YOUR OBJECTIVE
Which lines of the data below hold "Restaurant"? Copy each of them.

↓

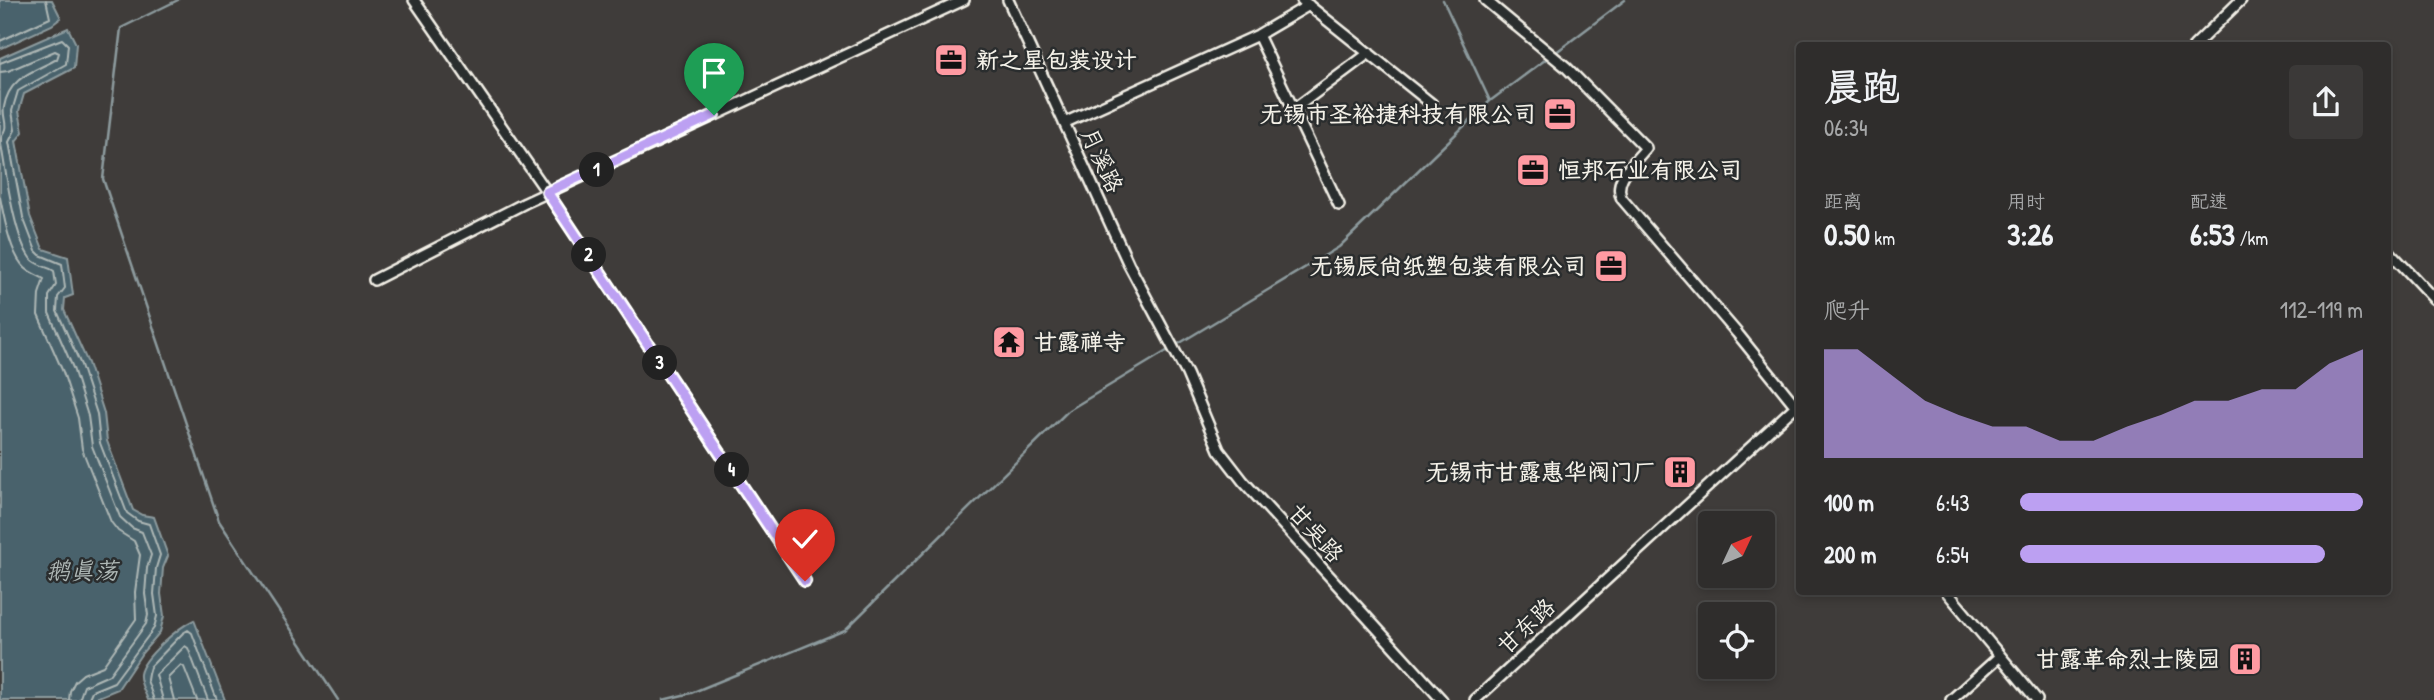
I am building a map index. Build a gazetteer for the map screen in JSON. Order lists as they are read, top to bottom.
{
  "streets": {
    "street": ["月溪路", "甘吴路", "甘东路"]
  },
  "crossings": [
    ["月溪路", "甘吴路"]
  ],
  "water": ["鹅真荡"],
  "places": {
    "office": [
      "新之星包装设计",
      "无锡市圣裕捷科技有限公司",
      "恒邦石业有限公司",
      "无锡辰尚纸塑包装有限公司"
    ],
    "temple": ["甘露禅寺"],
    "building": ["无锡市甘露惠华阀门厂", "甘露革命烈士陵园"]
  },
  "north": "top right",
  "page": {
    "heading": ["晨跑", "06:34"],
    "pins": [
      "1",
      "2",
      "3",
      "4"
    ],
    "stats": [
      ["距离", "0.50 km"],
      ["用时", "3:26"],
      ["配速", "6:53 /km"]
    ],
    "chart": ["爬升", "112–119 m"],
    "list": [
      {
        "name": "100 m",
        "note": "6:43"
      },
      {
        "name": "200 m",
        "note": "6:54"
      }
    ]
  }
}
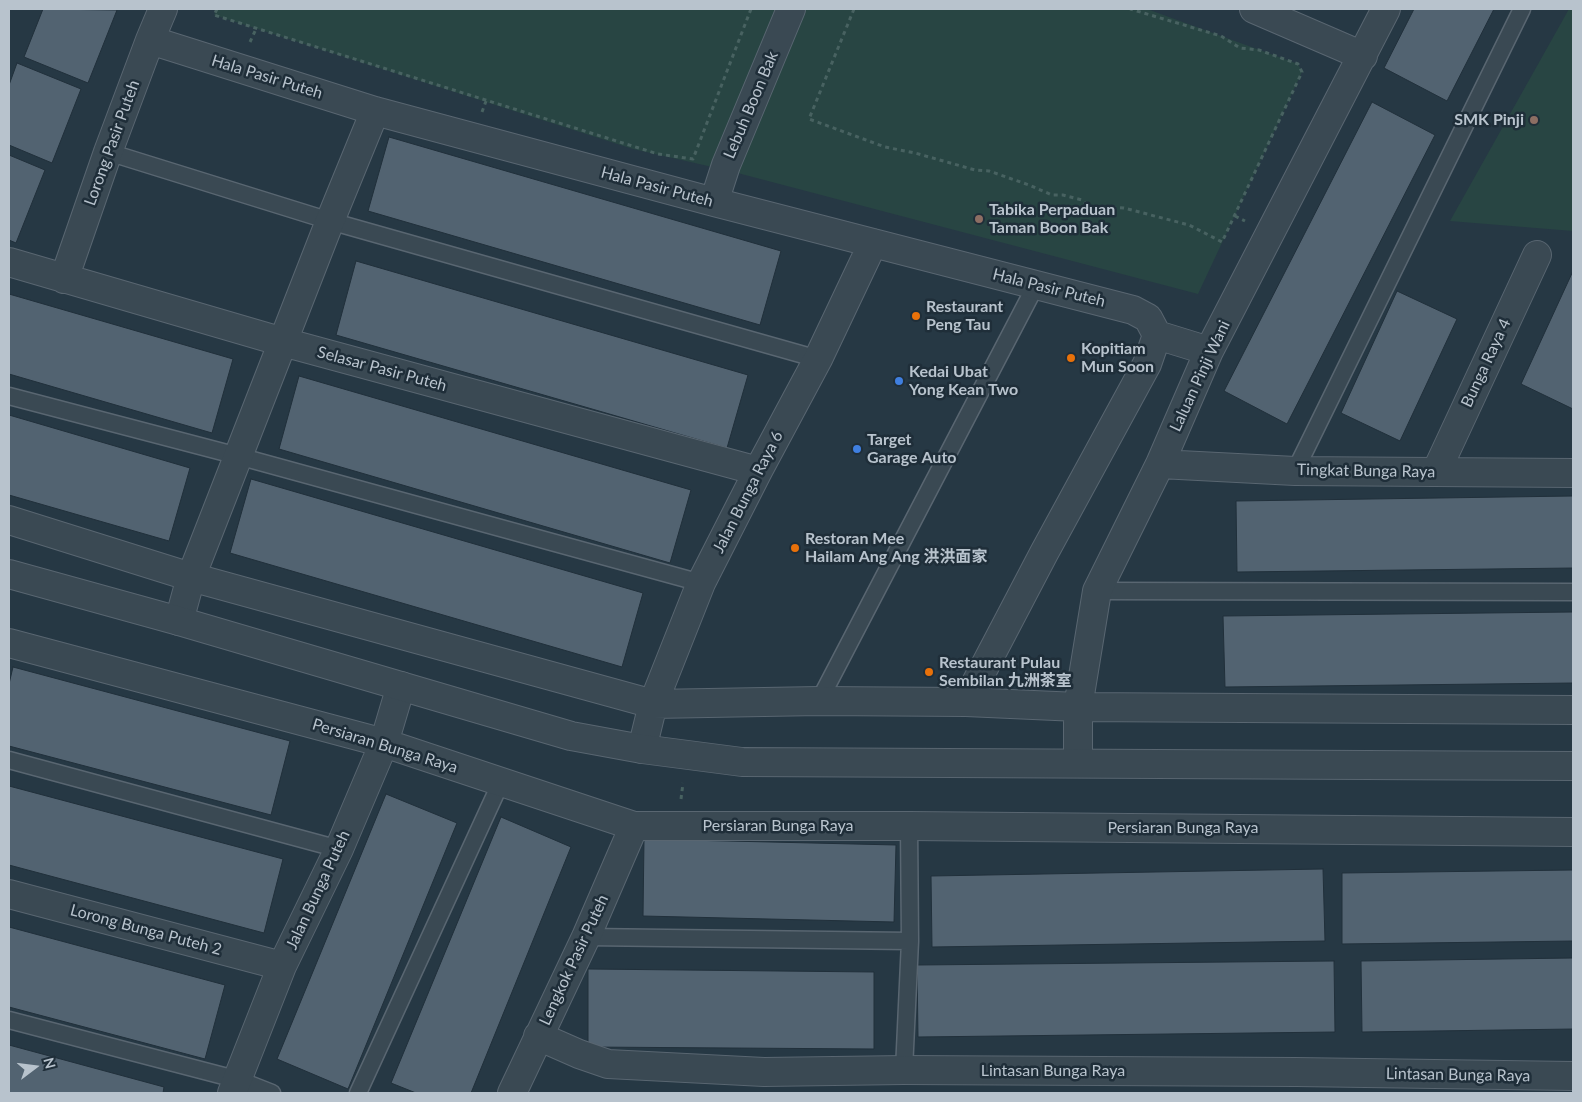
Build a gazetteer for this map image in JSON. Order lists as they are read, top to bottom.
{
  "streets": {
    "street": [
      "Hala Pasir Puteh",
      "Lebuh Boon Bak",
      "Lorong Pasir Puteh",
      "Bunga Raya 4",
      "Selasar Pasir Puteh",
      "Laluan Pinji Wani",
      "Tingkat Bunga Raya",
      "Jalan Bunga Raya 6",
      "Persiaran Bunga Raya",
      "Jalan Bunga Puteh",
      "Lorong Bunga Puteh 2",
      "Lengkok Pasir Puteh",
      "Lintasan Bunga Raya"
    ]
  },
  "crossings": [
    ["Hala Pasir Puteh", "Lebuh Boon Bak"],
    ["Hala Pasir Puteh", "Lorong Pasir Puteh"],
    ["Hala Pasir Puteh", "Jalan Bunga Raya 6"],
    ["Lorong Pasir Puteh", "Selasar Pasir Puteh"],
    ["Bunga Raya 4", "Tingkat Bunga Raya"],
    ["Selasar Pasir Puteh", "Jalan Bunga Raya 6"],
    ["Laluan Pinji Wani", "Tingkat Bunga Raya"],
    ["Persiaran Bunga Raya", "Jalan Bunga Puteh"],
    ["Persiaran Bunga Raya", "Lengkok Pasir Puteh"],
    ["Jalan Bunga Puteh", "Lorong Bunga Puteh 2"],
    ["Lengkok Pasir Puteh", "Lintasan Bunga Raya"]
  ],
  "places": [
    "SMK Pinji",
    "Tabika Perpaduan Taman Boon Bak",
    "Restaurant Peng Tau",
    "Kopitiam Mun Soon",
    "Kedai Ubat Yong Kean Two",
    "Target Garage Auto",
    "Restoran Mee Hailam Ang Ang 洪洪面家",
    "Restaurant Pulau Sembilan 九洲茶室"
  ],
  "north": "right"
}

↑

FINAL ANSWER
    "Restaurant Peng Tau",
    "Restaurant Pulau Sembilan 九洲茶室"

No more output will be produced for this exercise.